Data supplied: Begin
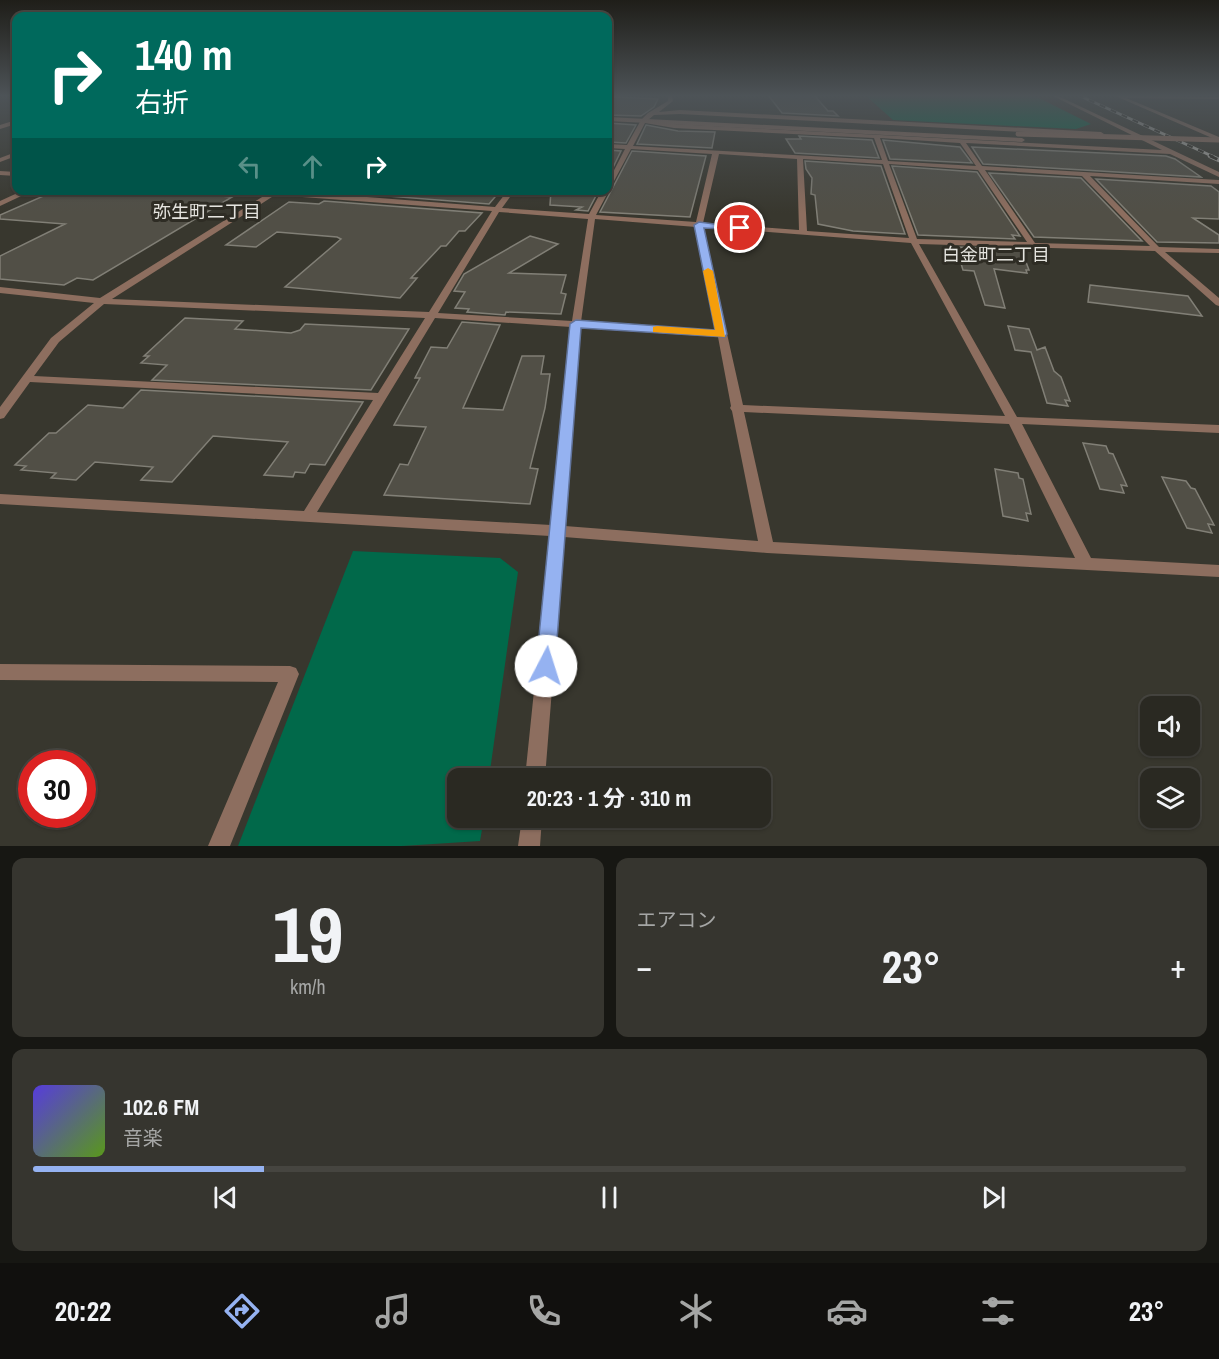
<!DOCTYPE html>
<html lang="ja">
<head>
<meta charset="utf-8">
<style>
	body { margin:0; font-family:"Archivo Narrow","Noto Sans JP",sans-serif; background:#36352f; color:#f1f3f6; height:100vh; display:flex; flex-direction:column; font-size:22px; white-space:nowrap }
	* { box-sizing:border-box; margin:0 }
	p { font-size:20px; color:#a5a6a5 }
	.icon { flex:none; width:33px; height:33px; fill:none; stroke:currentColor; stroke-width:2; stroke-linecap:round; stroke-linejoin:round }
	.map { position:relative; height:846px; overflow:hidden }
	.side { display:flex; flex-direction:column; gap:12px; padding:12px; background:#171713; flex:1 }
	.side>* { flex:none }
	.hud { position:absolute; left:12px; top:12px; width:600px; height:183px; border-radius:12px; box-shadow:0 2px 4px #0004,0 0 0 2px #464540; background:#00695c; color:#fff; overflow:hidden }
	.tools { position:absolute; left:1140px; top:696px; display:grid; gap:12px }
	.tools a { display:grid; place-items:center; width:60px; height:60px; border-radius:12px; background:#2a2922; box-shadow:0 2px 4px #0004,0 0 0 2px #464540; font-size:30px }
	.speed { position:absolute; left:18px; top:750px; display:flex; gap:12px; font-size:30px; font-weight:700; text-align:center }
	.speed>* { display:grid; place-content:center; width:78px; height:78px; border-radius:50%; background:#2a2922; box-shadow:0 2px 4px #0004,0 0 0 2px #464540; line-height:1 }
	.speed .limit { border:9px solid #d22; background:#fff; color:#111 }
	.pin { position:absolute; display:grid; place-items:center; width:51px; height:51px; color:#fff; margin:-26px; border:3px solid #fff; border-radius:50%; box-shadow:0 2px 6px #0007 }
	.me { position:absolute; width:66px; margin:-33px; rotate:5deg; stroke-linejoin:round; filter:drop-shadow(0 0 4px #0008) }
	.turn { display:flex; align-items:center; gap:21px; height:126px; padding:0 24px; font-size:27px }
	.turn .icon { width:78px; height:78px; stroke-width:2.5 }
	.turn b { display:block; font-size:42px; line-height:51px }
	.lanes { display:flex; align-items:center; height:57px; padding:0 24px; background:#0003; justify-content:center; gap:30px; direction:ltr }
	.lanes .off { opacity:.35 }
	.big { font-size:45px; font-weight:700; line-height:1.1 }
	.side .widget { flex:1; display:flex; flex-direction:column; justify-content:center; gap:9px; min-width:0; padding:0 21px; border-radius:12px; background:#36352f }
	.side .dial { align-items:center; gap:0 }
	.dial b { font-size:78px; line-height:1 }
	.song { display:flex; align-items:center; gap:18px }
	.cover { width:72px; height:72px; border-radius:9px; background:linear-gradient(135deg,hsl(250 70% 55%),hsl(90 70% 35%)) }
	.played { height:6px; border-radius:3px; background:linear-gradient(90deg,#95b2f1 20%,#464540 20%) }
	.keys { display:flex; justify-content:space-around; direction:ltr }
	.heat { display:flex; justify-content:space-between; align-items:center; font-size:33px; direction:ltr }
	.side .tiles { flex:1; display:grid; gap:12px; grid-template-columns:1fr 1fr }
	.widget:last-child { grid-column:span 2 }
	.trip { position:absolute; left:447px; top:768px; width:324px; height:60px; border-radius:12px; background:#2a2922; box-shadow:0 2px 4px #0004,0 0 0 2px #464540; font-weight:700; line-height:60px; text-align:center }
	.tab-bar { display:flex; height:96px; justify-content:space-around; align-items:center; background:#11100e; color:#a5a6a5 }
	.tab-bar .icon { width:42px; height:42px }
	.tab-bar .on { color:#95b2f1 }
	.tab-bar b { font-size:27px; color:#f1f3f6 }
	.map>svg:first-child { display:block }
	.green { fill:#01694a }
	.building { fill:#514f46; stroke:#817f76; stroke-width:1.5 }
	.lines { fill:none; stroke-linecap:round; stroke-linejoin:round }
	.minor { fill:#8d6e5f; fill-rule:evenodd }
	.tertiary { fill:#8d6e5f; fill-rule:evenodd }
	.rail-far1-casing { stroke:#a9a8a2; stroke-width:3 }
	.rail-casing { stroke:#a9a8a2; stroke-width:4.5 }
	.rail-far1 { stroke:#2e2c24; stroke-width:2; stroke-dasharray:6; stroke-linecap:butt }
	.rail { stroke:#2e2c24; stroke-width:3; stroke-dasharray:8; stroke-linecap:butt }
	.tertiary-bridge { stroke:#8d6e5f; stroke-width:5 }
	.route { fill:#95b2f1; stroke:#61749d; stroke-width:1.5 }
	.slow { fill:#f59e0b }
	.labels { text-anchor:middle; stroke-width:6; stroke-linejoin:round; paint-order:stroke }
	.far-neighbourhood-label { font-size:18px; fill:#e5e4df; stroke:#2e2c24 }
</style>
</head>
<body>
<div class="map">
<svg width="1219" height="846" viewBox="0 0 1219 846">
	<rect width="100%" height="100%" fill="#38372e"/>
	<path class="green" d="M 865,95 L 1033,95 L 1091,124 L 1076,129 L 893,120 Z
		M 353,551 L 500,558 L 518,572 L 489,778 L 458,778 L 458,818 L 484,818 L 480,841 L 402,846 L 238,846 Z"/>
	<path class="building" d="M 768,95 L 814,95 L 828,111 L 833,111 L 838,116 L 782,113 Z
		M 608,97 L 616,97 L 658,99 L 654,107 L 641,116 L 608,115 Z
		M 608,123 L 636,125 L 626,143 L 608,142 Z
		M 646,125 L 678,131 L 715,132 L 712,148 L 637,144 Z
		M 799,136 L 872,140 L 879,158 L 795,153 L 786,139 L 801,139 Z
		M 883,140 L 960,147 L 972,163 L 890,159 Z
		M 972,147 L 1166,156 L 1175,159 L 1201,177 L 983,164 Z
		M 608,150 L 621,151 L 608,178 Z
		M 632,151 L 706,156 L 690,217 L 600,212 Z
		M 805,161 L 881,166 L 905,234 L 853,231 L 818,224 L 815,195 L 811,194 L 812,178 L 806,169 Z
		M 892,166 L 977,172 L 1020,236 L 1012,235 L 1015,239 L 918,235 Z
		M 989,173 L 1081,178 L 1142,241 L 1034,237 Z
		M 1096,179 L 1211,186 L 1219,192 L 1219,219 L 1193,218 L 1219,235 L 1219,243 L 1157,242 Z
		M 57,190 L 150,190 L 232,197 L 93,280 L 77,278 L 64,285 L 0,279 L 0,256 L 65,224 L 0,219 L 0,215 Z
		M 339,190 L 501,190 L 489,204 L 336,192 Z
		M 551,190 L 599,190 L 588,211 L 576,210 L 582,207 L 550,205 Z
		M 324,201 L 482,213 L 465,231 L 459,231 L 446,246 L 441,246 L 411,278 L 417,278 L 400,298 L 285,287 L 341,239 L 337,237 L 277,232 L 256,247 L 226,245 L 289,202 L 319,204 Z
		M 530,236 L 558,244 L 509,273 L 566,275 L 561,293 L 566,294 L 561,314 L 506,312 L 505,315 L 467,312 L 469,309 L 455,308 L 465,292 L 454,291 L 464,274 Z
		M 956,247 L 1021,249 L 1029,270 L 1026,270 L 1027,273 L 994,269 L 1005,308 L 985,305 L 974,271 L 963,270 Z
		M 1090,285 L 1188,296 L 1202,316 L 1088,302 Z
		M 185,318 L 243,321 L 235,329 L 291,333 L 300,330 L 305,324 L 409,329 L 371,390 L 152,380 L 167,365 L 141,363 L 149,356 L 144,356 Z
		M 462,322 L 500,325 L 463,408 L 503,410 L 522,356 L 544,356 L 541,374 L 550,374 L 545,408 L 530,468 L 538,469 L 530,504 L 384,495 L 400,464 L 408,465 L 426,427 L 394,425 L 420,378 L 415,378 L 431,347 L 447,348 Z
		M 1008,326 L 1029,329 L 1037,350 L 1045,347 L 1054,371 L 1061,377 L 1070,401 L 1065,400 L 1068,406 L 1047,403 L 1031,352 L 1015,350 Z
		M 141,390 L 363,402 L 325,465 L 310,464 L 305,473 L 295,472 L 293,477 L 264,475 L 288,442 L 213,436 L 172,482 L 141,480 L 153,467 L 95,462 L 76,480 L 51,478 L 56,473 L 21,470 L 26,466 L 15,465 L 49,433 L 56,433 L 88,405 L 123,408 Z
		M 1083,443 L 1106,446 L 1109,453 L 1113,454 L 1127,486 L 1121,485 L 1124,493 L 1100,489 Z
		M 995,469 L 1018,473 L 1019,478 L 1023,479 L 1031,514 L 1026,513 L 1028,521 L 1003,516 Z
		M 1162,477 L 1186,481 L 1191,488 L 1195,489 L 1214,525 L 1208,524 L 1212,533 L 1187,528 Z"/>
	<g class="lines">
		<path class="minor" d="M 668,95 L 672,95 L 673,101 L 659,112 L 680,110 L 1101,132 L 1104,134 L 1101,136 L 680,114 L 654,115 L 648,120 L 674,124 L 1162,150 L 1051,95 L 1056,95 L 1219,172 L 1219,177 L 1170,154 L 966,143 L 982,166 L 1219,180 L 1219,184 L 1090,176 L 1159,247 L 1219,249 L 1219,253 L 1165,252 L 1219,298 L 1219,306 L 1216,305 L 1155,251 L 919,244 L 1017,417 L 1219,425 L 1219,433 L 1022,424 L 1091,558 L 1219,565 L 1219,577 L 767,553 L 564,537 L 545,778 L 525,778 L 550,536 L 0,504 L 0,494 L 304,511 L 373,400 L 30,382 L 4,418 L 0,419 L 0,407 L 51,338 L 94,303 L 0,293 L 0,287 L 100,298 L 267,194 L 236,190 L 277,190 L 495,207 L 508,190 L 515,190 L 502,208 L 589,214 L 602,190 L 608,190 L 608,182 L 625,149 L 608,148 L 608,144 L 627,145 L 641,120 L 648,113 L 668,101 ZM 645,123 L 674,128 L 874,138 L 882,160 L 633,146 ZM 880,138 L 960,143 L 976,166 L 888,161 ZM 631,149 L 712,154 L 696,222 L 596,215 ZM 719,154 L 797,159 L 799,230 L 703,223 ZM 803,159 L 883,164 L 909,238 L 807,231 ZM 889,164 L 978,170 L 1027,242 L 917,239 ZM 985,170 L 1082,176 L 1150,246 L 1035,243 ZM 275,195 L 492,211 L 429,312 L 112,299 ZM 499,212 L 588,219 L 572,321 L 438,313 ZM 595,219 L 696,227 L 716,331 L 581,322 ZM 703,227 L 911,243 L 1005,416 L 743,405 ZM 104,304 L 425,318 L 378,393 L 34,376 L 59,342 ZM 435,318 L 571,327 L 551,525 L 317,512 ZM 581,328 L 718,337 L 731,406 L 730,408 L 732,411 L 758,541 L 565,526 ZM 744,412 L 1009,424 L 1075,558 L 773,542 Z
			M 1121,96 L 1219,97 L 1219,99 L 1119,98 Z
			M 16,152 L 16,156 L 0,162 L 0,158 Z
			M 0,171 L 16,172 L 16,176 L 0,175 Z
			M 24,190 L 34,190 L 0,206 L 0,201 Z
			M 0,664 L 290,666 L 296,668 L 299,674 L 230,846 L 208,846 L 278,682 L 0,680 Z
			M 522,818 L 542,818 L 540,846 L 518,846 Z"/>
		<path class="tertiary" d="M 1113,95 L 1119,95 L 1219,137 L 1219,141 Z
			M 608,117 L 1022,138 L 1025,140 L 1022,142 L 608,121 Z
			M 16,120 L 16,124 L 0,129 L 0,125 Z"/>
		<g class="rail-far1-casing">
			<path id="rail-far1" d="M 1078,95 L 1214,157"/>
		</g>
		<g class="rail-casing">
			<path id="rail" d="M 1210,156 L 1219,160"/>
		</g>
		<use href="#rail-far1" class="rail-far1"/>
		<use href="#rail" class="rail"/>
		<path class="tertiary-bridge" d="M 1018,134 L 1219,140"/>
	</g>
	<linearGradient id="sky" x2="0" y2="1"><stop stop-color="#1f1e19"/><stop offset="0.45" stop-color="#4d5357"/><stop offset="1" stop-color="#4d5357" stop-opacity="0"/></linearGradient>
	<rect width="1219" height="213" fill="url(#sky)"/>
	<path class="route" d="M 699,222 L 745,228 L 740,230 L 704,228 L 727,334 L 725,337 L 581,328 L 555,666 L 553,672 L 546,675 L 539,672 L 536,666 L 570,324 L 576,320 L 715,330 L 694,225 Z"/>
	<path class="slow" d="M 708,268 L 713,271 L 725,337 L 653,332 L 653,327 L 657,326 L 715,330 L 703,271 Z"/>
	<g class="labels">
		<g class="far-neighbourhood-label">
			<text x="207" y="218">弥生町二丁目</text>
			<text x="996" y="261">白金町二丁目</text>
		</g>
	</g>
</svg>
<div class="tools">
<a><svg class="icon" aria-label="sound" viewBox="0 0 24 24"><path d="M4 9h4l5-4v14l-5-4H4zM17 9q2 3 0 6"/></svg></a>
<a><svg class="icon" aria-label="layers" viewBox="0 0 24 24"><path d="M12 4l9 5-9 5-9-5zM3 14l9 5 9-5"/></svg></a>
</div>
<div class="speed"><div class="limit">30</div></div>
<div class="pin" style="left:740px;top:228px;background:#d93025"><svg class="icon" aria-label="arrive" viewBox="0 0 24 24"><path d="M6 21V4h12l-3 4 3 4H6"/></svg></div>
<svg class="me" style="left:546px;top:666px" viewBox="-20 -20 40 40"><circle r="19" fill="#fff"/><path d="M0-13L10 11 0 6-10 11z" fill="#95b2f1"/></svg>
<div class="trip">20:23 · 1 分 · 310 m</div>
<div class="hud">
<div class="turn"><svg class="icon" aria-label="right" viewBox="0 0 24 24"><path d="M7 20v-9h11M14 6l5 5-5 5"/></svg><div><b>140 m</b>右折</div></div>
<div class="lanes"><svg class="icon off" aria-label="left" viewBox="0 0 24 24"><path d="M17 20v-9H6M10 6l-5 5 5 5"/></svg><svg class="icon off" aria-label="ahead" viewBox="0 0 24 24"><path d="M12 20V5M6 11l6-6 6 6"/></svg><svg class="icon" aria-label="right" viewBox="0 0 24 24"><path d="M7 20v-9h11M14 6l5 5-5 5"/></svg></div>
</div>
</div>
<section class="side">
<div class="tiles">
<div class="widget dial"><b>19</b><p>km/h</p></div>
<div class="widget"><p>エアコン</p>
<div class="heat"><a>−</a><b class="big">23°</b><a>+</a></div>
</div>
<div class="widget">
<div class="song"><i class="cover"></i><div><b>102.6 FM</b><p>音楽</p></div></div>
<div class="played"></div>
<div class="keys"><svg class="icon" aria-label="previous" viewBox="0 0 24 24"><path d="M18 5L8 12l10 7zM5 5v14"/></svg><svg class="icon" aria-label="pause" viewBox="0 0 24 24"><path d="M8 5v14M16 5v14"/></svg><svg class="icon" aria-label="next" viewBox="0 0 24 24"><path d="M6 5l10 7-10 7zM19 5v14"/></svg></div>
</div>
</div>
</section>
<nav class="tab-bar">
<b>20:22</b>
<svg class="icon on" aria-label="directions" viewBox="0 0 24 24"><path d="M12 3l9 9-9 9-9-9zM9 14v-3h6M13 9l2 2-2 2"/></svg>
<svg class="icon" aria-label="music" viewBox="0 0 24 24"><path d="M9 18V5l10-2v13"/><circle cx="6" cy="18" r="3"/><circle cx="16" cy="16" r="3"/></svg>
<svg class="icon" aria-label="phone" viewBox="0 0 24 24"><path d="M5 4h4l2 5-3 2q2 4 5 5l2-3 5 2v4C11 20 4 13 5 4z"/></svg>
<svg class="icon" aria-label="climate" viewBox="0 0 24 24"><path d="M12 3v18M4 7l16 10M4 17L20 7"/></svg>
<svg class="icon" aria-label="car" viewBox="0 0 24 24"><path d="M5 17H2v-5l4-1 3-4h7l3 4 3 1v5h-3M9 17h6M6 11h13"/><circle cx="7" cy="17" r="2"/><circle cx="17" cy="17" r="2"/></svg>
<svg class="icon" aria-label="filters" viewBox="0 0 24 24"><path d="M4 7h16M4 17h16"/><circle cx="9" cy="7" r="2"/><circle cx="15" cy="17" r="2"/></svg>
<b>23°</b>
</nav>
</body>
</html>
Data supplied: End
» **Work required**:
Using the material, show each line where the string "place" can be found.

» **Task output**:
	.tools a { display:grid; place-items:center; width:60px; height:60px; border-radius:12px; background:#2a2922; box-shadow:0 2px 4px #0004,0 0 0 2px #464540; font-size:30px }
	.speed>* { display:grid; place-content:center; width:78px; height:78px; border-radius:50%; background:#2a2922; box-shadow:0 2px 4px #0004,0 0 0 2px #464540; line-height:1 }
	.pin { position:absolute; display:grid; place-items:center; width:51px; height:51px; color:#fff; margin:-26px; border:3px solid #fff; border-radius:50%; box-shadow:0 2px 6px #0007 }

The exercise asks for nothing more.